2. The method for optimizing the effect of improving the decomposition liquid algae inhibition effect of the decomposing straw of the Coriolus versicolor according to claim 1, wherein the Coriolus versicolor (Trametes versicolor, old called Coriolus versicolor) is also called Trametes versicolor, Coriolus versicolor and the like.

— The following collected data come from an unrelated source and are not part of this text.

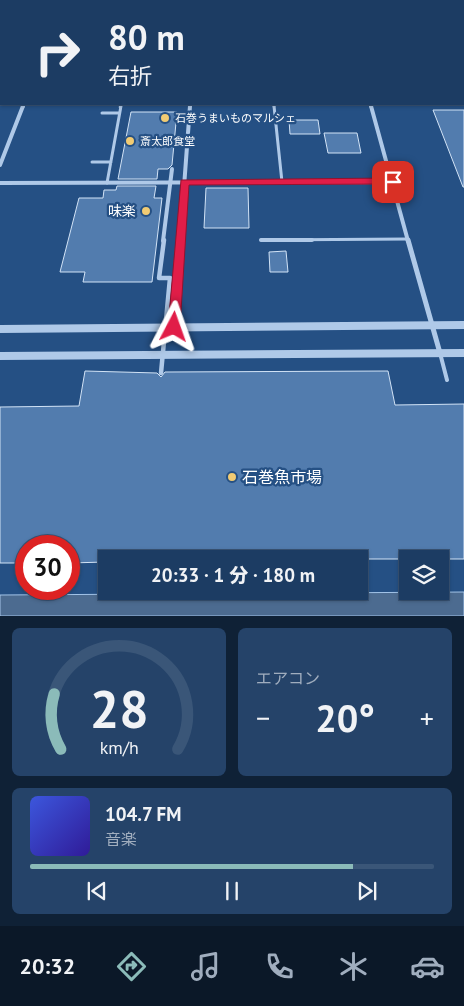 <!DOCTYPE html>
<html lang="ja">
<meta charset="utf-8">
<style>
:root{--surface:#1c3c63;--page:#254369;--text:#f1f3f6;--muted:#a0adbe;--line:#3a5678;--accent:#8bbbb9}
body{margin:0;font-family:"PT Sans","Noto Sans JP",sans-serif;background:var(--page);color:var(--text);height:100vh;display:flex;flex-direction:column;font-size:19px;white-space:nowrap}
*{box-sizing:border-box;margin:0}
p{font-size:16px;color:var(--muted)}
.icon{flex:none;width:28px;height:28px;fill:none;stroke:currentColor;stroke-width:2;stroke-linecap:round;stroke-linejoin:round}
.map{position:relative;height:616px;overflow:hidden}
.sheet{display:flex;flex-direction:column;gap:12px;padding:12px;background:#0f2136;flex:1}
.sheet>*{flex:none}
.hud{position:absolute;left:0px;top:0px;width:465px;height:105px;box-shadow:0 1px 4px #0004,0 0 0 1px var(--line);background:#1c3c63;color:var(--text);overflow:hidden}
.controls{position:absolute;left:399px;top:550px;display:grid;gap:10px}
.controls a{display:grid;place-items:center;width:50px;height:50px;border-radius:0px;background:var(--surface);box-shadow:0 1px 4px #0004,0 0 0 1px var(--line);font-size:25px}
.speed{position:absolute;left:15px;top:535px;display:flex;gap:10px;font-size:25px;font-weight:700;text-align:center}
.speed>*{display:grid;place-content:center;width:65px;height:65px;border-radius:50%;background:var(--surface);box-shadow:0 1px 4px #0004,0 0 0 1px var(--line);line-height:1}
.speed .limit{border:8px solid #d22;background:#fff;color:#111}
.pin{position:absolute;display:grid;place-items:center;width:42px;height:42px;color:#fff;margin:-21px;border-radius:10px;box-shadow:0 2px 8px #0006}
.me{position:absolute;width:55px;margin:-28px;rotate:4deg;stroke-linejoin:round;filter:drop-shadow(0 0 4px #0008)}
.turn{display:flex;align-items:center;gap:18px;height:105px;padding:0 25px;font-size:22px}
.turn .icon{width:65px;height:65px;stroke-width:2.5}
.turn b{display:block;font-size:35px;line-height:42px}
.big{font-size:38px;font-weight:800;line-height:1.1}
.sheet .tile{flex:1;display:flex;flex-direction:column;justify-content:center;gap:8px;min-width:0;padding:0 18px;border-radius:8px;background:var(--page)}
.sheet .dial{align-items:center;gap:0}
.dial svg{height:130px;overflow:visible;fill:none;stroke:var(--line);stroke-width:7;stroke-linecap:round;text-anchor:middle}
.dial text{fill:var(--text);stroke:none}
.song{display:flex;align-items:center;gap:15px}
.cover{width:60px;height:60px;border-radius:8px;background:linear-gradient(135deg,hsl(230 70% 55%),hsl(250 70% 35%))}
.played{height:5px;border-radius:2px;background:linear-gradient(90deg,var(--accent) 80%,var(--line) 80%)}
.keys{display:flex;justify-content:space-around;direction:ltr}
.heat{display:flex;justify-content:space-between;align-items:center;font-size:28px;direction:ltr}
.sheet .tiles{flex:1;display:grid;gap:12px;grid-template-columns:1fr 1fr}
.tile:last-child{grid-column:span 2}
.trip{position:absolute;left:98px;top:550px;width:270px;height:50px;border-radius:0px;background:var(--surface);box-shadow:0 1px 4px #0004,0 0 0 1px var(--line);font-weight:800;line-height:50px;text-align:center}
.tab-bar{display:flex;height:80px;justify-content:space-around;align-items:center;background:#0b1828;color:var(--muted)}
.tab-bar .icon{width:35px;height:35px}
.tab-bar .on{color:var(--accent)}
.tab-bar b{font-size:22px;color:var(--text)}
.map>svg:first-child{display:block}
</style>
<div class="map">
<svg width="464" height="616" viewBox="0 0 464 616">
<rect width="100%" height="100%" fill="#255084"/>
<path fill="#4c6b90" stroke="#a3c4e8" d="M464 592V616H0V595Z"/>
<path fill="#527cae" stroke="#d2e3f6" d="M433 110H464V187H463Z
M131 112H177L172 165 168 169H158L157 179H118Z
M289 120H318L320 134H290Z
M324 133H357L361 153H328Z
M117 186H156L154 198H162L152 282H83L85 272H60L79 198H103L104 190H116Z
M206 188H248L249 228H204Z
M286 251 288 272H270L269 252Z
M85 371 157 373 161 377 165 372 388 371 395 405 464 404V559H106V562L69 563V546H26V563H0V407L79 406Z"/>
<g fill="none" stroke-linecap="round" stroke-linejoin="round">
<path stroke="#afc9e8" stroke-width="2.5" d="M274 104V107
M120 107 121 104"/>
<path stroke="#afc9e8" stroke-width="3" d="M274 106 282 182
M102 113H119
M92 162H111
M107 183 121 106
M261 240 408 239"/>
<path stroke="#afc9e8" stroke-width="4" d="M261 240H312
M440 353 447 380"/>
<path stroke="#afc9e8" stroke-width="4" d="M163 241 172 169"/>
<path stroke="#afc9e8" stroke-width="4.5" d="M161 373 170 278H159L164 240"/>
<path stroke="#afc9e8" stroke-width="3" d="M370 104 371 107
M23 107 24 104
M190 107V104"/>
<path stroke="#afc9e8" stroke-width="4" d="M371 106 408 241
M0 165 23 106
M0 183 393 182
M180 241 190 106"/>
<path stroke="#afc9e8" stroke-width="5" d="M408 240 440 353
M174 327 180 240"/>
<path fill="#afc9e8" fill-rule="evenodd" d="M0 90H1V94H0Z
M464 321V329L0 333V325Z
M464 349V357L0 360V352Z"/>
</g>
<path fill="#e11d48" stroke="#92132f" d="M393 178 398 182 396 184 189 185 180 327 178 331H170L168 327 181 180Z"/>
<g fill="#f1cb73" stroke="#255084" stroke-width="2">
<circle cx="165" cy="118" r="5"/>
<circle cx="130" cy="141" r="5"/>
<circle cx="146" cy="211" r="5"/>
<circle cx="232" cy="477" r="5"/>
</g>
<g text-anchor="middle" stroke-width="4.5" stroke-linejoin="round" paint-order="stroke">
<g font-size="11" fill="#fff" stroke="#255084" text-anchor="start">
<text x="175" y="122">石巻うまいものマルシェ</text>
<text x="140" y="145">斎太郎食堂</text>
</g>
<g font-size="14" fill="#fff" stroke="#255084" text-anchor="end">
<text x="136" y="216">味楽</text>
</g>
<g font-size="16" fill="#fff" stroke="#255084" text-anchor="start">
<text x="242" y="483">石巻魚市場</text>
</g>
</g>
</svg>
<div class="controls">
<a><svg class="icon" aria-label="layers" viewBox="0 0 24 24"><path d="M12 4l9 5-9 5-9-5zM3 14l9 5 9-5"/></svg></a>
</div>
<div class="speed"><div class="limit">30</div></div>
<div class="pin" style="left:393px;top:182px;background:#d93025"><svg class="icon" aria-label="arrive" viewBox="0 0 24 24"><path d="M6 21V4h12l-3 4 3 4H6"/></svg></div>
<svg class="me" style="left:174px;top:327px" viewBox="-20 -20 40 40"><path d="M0-17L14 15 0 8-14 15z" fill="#e11d48" stroke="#fff" stroke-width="4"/></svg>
<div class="trip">20:33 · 1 分 · 180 m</div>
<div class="hud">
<div class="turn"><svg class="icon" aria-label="right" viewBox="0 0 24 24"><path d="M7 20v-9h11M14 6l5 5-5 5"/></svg><div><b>80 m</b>右折</div></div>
</div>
</div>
<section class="sheet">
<div class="tiles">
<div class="tile dial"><svg viewBox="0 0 100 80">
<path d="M14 69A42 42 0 1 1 86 69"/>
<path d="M14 69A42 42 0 0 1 10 35" stroke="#8bbbb9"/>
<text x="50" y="56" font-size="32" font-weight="700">28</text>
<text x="50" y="72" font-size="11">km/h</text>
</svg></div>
<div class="tile"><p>エアコン</p>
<div class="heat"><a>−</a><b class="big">20°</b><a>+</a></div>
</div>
<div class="tile">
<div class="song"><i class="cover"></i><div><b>104.7 FM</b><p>音楽</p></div></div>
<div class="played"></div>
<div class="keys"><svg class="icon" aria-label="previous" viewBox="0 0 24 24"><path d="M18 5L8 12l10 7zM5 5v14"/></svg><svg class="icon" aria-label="pause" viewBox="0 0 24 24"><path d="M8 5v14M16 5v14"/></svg><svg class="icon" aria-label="next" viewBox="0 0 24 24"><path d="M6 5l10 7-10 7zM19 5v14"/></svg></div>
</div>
</div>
</section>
<nav class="tab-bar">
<b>20:32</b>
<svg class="icon on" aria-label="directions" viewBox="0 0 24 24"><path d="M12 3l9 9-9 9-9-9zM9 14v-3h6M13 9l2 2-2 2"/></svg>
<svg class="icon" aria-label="music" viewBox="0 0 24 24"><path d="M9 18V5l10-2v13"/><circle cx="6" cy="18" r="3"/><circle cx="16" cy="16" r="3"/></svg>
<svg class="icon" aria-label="phone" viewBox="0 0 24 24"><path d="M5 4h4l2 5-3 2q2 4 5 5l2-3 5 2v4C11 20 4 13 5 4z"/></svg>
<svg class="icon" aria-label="climate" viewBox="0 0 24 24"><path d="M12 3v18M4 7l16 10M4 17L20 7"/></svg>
<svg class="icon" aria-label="car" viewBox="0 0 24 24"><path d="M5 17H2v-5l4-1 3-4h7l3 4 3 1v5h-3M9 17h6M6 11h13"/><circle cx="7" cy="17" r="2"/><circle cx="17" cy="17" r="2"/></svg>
</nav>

3. The method for optimizing the effect of improving the algae inhibition effect of the decomposed liquid of the coriolus versicolor according to claim 1, wherein the straw types include but are not limited to barley, wheat, corn, rape, rice, cotton and sorghum.

4. The method for optimizing the improvement of the algae inhibition effect of the decomposing liquid by the decomposing straw of the coriolus versicolor according to claim 1, wherein the length of the straw in the step (2) is within the range of 2.2-2.4 cm.

5. The method for optimizing the improvement effect of the decomposing liquid for decomposing the coriolus versicolor by the straws in the step (3) to inhibit algae, according to the claim 1, wherein the water consumption of 10.00g of the straws in the step (3) is 68 mL.

6. The method for optimizing the improvement effect of the decomposing liquid for inhibiting algae of the decomposing straw of the coriolus versicolor according to claim 1, wherein the pH of the sterile water used in the step (3) is 5.1.

7. The method for optimizing the improvement effect of the decomposition liquid on the algae inhibition effect of the decomposed straw of the coriolus versicolor according to claim 1, wherein the decomposition temperature in the step (4) is 28.6 ℃.